### [DATA FOR REVIEW]
################

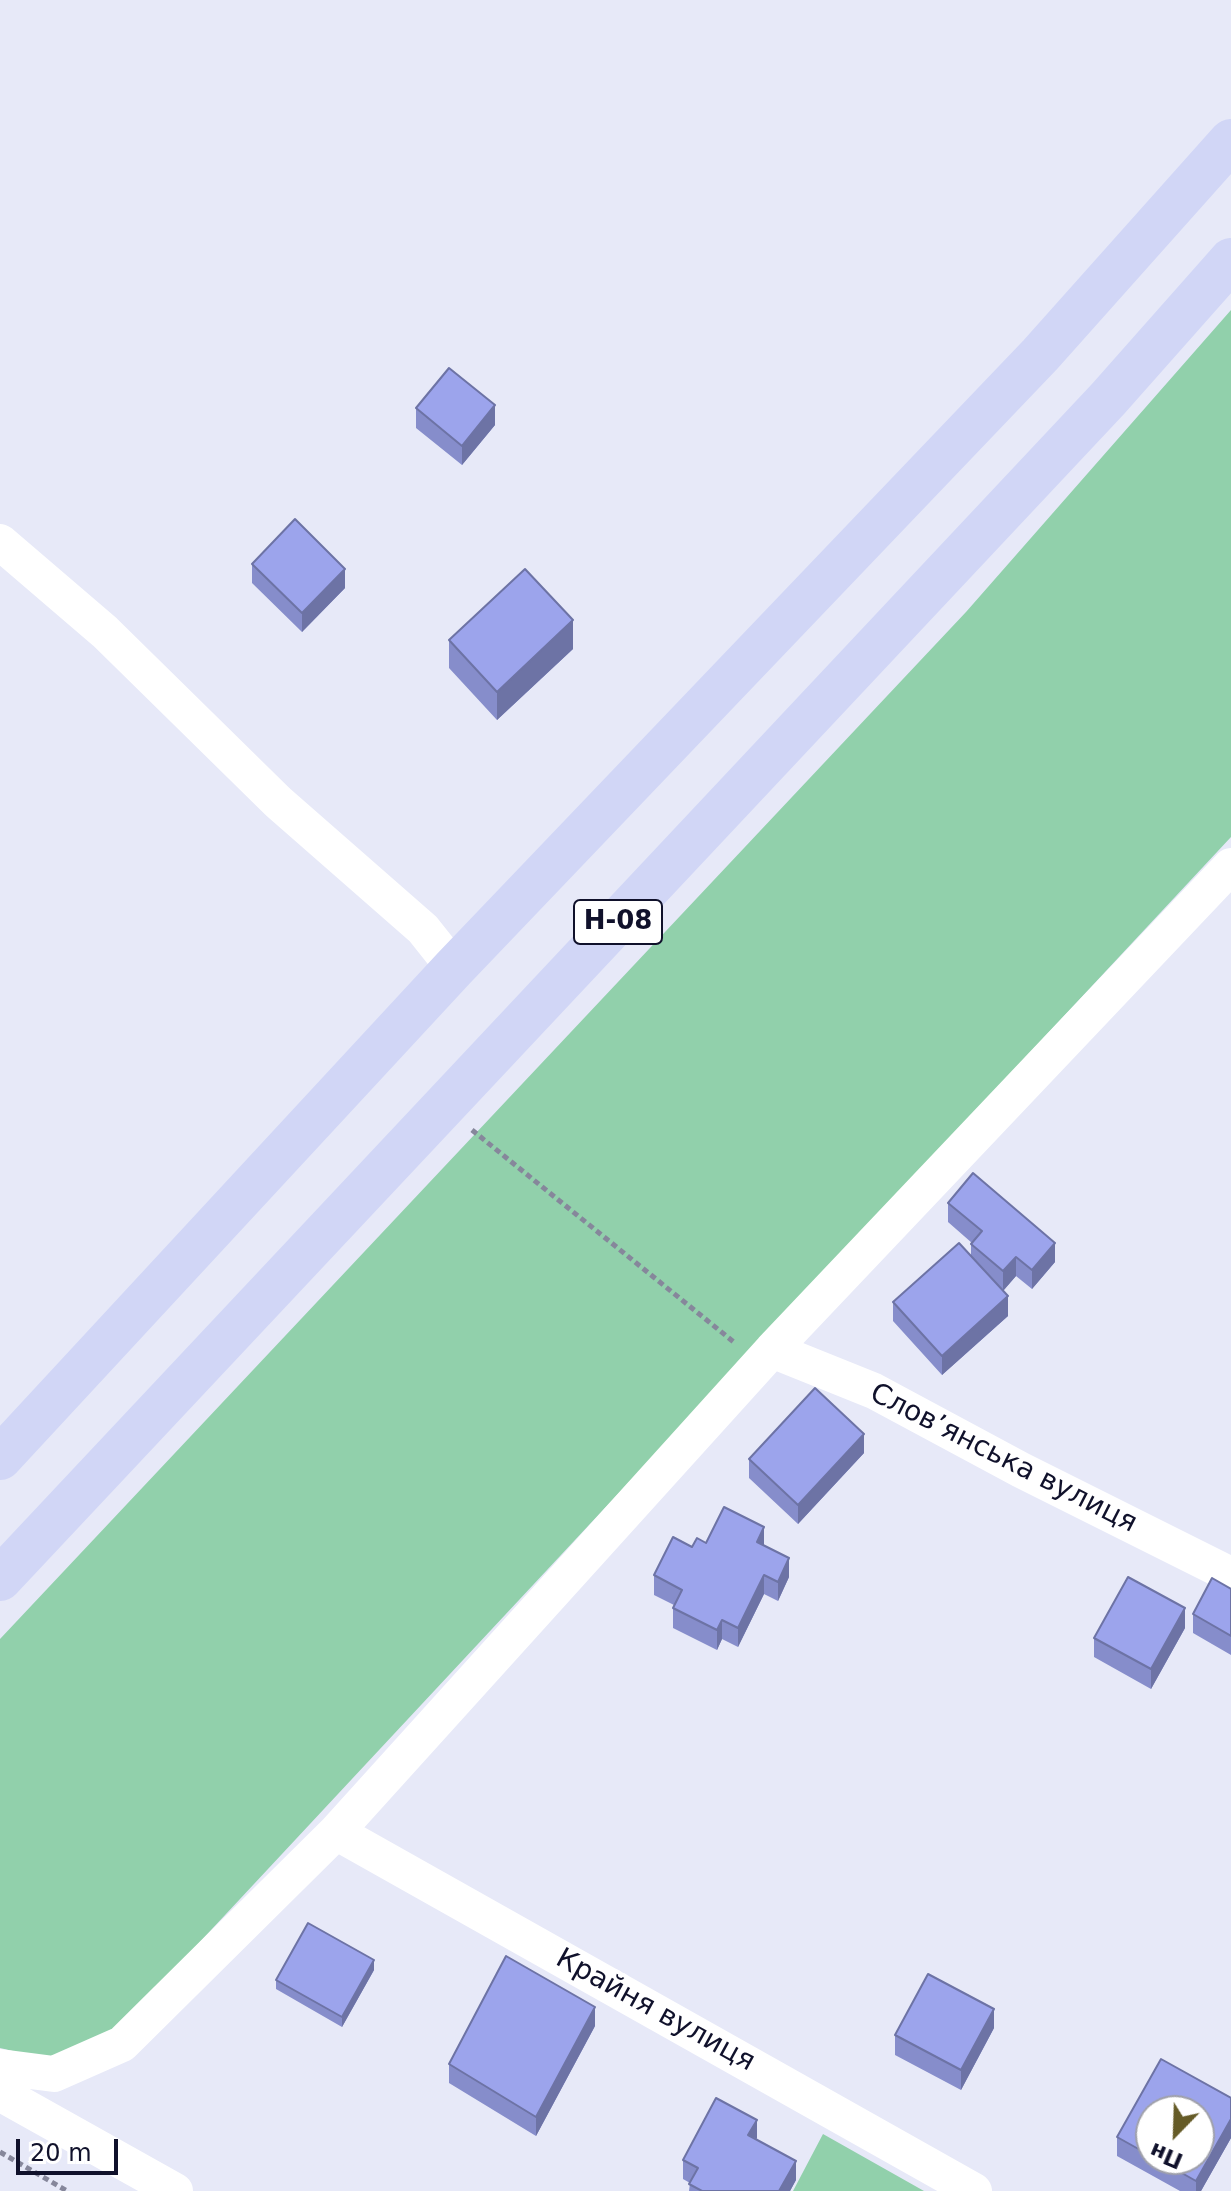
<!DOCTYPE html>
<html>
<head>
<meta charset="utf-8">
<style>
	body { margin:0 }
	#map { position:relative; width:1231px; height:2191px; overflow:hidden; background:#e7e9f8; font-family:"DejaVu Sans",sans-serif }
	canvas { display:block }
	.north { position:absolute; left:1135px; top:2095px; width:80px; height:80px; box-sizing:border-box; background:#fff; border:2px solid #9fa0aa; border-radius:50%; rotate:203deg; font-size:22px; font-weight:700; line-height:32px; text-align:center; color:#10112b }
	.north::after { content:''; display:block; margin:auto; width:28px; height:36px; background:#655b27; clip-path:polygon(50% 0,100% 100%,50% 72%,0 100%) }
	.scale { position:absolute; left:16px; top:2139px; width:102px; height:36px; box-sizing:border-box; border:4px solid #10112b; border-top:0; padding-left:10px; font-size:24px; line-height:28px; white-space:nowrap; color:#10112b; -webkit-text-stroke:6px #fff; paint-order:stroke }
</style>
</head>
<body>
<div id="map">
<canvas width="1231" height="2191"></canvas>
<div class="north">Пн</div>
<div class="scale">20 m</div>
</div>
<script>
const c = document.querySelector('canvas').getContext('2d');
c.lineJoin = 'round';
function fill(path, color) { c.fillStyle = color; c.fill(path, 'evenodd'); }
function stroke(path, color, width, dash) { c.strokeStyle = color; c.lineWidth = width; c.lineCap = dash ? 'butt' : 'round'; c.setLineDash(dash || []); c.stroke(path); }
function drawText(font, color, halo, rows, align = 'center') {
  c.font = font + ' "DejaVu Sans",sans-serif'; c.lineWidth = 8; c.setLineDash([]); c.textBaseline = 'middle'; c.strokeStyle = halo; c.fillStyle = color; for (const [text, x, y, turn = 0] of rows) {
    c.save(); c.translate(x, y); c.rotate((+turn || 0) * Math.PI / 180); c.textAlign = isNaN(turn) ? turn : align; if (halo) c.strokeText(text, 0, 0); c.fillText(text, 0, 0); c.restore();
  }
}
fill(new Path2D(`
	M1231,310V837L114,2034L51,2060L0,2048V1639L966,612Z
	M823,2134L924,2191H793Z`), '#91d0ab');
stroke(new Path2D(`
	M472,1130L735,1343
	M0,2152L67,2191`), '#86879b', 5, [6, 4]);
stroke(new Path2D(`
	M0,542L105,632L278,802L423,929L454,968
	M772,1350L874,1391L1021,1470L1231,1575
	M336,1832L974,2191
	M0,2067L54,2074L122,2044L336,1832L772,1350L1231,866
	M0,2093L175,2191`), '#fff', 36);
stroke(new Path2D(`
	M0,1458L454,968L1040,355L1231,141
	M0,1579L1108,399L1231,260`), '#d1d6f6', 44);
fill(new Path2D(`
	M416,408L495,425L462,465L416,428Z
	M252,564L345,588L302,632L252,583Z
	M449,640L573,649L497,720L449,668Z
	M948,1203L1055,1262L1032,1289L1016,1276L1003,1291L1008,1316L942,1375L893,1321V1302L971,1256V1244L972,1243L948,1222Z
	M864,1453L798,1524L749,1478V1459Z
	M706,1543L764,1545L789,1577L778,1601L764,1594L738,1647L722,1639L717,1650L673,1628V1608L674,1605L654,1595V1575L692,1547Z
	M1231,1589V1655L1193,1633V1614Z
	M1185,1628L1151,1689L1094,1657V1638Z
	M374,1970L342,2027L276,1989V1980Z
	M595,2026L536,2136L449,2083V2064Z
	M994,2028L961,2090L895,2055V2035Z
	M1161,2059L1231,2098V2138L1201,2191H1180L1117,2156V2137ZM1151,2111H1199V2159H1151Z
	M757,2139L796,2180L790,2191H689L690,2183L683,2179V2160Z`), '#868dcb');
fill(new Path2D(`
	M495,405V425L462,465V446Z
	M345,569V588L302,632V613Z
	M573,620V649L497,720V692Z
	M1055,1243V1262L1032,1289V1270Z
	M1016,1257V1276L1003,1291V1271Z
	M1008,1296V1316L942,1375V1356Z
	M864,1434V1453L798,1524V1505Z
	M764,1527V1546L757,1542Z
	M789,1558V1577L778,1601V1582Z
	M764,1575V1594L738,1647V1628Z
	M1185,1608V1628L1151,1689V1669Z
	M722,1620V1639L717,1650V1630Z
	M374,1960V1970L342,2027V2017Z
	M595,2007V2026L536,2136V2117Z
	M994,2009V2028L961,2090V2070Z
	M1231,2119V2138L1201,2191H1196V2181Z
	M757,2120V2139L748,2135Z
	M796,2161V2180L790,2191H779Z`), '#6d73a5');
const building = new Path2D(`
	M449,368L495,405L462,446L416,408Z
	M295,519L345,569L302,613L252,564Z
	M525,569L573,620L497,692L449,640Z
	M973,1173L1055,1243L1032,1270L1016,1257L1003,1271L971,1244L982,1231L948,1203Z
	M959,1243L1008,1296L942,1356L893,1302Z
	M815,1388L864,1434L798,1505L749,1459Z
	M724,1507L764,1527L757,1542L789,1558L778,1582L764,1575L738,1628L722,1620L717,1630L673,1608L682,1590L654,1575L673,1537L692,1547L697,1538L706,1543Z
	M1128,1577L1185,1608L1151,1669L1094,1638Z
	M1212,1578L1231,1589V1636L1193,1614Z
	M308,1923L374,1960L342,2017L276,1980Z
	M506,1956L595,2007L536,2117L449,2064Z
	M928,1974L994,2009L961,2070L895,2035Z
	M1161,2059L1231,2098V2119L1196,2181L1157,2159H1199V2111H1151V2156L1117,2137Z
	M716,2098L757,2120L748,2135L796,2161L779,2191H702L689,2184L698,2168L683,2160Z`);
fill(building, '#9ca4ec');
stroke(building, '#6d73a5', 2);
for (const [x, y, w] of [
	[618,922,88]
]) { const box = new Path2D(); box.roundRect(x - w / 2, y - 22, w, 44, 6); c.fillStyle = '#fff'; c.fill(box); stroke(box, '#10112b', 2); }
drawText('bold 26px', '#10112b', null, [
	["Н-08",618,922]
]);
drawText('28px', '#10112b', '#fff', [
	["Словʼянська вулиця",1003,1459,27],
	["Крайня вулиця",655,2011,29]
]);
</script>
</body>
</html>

################

Copy every line of the entries above in which "setLineDash" occurs.

function stroke(path, color, width, dash) { c.strokeStyle = color; c.lineWidth = width; c.lineCap = dash ? 'butt' : 'round'; c.setLineDash(dash || []); c.stroke(path); }
  c.font = font + ' "DejaVu Sans",sans-serif'; c.lineWidth = 8; c.setLineDash([]); c.textBaseline = 'middle'; c.strokeStyle = halo; c.fillStyle = color; for (const [text, x, y, turn = 0] of rows) {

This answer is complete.